The work, by an international team, is published in Nature Geoscience journal.
In 2007, the UN's climate change body presented strong scientific evidence the rise in average global temperature is mostly due to human activities.
This contradicted ideas that it was not a result of natural processes such as an increase in the Sun's intensity.
At the time, there was not sufficient evidence to say this for sure about the Arctic and Antarctic.
Now that gap in research has been plugged, according to scientists who carried out a detailed analysis of temperature variations at both poles.
Their study indicates that humans have indeed contributed to warming in both regions.
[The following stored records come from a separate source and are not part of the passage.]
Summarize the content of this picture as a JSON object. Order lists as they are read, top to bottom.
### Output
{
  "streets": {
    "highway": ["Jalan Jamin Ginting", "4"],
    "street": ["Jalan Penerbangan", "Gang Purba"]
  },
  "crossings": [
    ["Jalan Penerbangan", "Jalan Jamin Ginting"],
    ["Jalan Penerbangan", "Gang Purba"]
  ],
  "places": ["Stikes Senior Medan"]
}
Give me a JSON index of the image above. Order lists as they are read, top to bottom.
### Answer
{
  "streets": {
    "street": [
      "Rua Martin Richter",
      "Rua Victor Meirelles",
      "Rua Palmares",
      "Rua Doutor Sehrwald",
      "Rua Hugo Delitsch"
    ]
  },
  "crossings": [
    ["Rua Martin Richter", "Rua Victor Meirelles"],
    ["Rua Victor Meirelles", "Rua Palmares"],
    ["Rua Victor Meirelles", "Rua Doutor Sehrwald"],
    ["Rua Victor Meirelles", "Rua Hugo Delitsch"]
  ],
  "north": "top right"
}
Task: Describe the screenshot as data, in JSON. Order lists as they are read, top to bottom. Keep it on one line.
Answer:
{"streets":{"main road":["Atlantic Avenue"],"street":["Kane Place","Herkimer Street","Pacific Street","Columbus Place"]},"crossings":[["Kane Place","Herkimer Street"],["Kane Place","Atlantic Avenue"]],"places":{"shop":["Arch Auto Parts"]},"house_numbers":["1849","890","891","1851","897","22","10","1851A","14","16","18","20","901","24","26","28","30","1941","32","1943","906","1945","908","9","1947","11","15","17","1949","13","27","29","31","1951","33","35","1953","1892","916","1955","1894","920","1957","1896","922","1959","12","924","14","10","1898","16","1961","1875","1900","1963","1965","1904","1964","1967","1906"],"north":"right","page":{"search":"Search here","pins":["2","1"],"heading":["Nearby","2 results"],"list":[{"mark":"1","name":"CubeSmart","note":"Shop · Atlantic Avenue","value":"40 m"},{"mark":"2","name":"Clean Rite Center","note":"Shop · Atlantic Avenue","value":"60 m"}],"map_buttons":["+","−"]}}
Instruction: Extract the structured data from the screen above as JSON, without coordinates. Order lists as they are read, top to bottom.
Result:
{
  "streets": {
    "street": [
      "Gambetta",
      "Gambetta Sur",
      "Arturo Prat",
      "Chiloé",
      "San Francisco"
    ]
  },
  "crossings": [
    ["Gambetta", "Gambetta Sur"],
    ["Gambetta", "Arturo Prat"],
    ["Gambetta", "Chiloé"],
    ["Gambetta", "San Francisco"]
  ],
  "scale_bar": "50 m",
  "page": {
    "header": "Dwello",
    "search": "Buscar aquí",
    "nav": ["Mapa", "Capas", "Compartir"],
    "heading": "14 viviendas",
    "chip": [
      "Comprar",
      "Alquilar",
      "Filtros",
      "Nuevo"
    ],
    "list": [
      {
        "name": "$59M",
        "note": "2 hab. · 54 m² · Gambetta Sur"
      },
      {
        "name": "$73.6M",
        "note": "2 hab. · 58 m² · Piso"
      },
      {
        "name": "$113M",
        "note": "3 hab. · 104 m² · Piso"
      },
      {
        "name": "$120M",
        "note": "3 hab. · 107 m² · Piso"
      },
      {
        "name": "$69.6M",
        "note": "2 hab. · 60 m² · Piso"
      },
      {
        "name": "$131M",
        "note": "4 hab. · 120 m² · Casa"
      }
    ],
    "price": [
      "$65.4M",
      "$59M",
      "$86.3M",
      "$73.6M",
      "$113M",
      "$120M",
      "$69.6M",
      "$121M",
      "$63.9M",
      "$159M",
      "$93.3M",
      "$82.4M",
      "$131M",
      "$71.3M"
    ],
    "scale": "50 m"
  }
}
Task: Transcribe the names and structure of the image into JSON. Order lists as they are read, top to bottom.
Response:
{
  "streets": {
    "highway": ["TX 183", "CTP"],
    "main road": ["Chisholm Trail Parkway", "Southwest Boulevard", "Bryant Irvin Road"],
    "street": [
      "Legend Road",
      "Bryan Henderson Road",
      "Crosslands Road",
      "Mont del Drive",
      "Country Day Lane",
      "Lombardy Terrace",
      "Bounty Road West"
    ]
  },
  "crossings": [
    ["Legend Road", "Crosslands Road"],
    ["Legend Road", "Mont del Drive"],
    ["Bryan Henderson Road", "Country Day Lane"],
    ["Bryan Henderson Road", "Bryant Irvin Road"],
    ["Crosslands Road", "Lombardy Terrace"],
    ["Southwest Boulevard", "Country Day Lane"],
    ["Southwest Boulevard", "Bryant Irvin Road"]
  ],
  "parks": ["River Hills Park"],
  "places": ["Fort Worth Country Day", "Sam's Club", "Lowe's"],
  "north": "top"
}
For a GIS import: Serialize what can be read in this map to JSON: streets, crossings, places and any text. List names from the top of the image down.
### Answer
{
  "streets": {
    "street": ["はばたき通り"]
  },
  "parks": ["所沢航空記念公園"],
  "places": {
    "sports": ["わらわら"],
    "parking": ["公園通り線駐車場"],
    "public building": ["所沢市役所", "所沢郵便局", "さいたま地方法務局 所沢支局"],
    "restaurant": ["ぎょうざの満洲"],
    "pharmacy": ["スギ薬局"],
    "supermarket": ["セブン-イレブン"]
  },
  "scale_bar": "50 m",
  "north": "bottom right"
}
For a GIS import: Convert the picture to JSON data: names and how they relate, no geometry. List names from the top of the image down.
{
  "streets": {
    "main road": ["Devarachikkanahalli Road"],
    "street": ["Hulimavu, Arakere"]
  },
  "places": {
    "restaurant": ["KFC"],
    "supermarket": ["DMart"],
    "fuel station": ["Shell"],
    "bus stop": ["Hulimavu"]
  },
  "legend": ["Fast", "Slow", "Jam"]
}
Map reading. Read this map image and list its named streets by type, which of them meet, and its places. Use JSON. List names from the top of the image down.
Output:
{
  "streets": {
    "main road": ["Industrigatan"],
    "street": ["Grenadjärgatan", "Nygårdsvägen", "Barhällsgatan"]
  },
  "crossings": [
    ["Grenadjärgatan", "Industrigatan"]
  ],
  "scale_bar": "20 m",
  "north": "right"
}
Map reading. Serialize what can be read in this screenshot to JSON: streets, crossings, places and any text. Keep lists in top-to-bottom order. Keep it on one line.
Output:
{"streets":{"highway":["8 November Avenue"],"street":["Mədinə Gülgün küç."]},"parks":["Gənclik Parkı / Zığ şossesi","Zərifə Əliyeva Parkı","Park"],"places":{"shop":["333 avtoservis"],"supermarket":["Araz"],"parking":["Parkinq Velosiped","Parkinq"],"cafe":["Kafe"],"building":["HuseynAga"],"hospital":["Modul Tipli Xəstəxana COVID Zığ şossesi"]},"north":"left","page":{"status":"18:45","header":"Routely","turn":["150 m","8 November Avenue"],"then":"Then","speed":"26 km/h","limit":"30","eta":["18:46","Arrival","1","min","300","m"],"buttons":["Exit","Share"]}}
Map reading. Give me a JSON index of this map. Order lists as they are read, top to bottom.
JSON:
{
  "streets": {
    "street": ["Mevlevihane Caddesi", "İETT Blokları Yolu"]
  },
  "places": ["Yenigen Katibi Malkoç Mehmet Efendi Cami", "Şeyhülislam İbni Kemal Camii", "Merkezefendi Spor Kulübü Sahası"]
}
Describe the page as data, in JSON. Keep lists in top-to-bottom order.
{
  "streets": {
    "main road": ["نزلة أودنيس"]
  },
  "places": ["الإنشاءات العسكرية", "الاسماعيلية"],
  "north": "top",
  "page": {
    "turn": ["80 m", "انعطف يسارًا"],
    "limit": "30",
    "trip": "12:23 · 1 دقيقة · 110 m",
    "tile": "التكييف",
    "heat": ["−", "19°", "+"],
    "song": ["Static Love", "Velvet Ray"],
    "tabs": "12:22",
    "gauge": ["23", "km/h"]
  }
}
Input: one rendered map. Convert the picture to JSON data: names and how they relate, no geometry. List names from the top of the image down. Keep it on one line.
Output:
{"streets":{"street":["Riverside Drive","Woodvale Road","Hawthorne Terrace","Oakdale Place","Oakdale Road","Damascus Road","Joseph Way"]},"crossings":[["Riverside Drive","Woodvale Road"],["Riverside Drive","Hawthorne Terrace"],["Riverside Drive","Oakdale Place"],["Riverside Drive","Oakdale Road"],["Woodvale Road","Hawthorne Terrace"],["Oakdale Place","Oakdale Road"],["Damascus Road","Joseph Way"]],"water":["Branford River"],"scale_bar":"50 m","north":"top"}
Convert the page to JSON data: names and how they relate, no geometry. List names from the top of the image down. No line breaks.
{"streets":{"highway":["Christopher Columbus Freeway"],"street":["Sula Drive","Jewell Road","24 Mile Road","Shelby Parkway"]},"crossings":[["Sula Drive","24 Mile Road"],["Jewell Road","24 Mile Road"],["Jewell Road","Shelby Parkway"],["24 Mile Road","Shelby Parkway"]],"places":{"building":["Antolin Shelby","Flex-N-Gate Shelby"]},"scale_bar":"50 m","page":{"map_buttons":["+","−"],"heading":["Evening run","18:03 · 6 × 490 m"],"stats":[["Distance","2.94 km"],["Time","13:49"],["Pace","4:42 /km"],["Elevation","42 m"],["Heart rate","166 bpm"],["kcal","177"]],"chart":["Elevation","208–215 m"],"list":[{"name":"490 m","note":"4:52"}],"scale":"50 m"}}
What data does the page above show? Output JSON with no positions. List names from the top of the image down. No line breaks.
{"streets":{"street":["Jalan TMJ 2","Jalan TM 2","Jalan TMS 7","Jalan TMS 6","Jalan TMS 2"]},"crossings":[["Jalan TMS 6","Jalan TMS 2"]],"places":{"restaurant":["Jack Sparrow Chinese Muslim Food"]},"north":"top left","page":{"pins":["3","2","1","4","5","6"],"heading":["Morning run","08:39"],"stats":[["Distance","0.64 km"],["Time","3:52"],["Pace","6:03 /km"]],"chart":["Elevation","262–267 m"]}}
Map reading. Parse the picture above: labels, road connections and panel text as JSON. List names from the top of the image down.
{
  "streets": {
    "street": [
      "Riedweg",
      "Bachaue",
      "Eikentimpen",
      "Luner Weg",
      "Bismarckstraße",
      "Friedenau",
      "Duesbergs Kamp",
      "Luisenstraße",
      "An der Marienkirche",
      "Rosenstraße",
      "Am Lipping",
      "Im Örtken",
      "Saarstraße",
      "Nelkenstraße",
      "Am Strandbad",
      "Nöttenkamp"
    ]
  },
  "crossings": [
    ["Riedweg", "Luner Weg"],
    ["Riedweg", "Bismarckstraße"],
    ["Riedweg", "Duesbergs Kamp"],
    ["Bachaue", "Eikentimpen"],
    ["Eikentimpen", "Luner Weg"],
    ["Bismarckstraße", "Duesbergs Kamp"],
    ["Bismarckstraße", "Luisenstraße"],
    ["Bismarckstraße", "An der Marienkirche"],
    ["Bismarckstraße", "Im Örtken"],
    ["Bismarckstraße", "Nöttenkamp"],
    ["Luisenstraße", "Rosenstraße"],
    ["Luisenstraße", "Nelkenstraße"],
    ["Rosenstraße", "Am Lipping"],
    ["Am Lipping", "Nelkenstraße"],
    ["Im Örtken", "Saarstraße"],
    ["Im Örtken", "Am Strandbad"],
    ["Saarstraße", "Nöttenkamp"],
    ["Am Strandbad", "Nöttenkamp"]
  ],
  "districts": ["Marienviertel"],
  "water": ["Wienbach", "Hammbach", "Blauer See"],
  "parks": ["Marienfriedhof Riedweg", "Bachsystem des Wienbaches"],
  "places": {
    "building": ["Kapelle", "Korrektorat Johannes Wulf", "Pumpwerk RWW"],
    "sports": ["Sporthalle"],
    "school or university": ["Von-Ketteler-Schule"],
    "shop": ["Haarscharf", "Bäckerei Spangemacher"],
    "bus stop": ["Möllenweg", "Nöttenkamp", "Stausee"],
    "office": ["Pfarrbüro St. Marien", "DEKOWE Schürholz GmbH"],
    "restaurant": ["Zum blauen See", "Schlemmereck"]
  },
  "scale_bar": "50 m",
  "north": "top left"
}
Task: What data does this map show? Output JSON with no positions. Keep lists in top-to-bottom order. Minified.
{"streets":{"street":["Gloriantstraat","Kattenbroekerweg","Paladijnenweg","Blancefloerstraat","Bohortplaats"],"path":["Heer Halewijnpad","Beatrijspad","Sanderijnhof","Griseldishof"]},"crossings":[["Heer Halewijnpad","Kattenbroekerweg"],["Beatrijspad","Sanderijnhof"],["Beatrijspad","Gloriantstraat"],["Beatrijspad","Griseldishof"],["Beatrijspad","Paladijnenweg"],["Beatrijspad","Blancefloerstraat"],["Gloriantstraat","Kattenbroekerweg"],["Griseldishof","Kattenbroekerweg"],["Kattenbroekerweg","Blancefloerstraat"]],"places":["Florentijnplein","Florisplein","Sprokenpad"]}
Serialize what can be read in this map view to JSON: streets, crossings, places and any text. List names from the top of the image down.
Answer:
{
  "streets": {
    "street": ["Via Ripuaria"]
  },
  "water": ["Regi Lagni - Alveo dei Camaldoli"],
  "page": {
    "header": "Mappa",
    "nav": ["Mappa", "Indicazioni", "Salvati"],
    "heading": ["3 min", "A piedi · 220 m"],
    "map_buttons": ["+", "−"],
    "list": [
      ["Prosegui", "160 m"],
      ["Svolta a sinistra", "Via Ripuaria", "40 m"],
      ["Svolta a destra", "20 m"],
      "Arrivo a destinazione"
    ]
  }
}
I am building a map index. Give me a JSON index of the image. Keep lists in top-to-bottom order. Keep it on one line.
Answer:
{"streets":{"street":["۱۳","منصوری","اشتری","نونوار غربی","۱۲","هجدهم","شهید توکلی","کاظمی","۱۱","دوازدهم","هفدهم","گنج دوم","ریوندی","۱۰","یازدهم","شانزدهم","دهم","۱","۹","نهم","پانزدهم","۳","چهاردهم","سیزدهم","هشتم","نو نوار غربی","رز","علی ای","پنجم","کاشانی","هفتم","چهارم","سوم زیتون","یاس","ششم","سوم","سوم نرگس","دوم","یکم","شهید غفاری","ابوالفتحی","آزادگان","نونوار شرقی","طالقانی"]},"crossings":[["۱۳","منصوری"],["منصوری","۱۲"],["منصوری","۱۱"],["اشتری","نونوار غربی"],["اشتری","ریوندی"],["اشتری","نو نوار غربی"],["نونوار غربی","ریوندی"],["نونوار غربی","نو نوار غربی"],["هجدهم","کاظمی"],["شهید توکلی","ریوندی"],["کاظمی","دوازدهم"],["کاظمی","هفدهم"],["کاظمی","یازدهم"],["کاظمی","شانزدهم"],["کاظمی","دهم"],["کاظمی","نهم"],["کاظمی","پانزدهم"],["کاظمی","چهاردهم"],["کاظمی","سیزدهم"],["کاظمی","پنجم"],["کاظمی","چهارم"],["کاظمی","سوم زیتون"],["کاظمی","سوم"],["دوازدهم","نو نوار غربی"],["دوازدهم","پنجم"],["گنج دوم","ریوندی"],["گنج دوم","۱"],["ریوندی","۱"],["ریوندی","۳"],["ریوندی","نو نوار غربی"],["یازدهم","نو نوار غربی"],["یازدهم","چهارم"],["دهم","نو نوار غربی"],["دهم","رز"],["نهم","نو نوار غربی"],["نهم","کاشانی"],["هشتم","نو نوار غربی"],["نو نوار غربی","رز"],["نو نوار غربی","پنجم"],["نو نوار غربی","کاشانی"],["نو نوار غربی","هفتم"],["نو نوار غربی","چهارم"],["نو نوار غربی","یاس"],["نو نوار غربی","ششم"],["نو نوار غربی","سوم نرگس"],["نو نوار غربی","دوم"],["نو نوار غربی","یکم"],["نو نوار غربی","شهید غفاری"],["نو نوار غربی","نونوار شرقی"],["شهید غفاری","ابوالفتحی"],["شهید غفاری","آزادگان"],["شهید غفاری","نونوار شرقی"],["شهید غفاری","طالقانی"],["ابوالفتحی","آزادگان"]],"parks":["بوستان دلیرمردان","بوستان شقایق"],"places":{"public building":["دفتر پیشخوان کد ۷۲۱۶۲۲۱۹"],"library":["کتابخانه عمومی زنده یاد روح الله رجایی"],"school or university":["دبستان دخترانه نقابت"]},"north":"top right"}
Researchers expected this result for the Arctic - because of the recent sharp increase in the melting of sea ice in the summer in the region - but temperature variations in the Antarctic have until now been harder to interpret.
Today's study, according to the researchers, suggests for the first time that there's a discernable human influence on both the Arctic and Antarctica.
Best fit
The research team took the temperature changes over the polar regions of the Earth and compared them with two sets of climate models.
One set assumed that there had been no human influence the other set assumed there had.
The best fit was with models that assumed that human activities including the burning of fossil fuels and depletion of ozone had played a part.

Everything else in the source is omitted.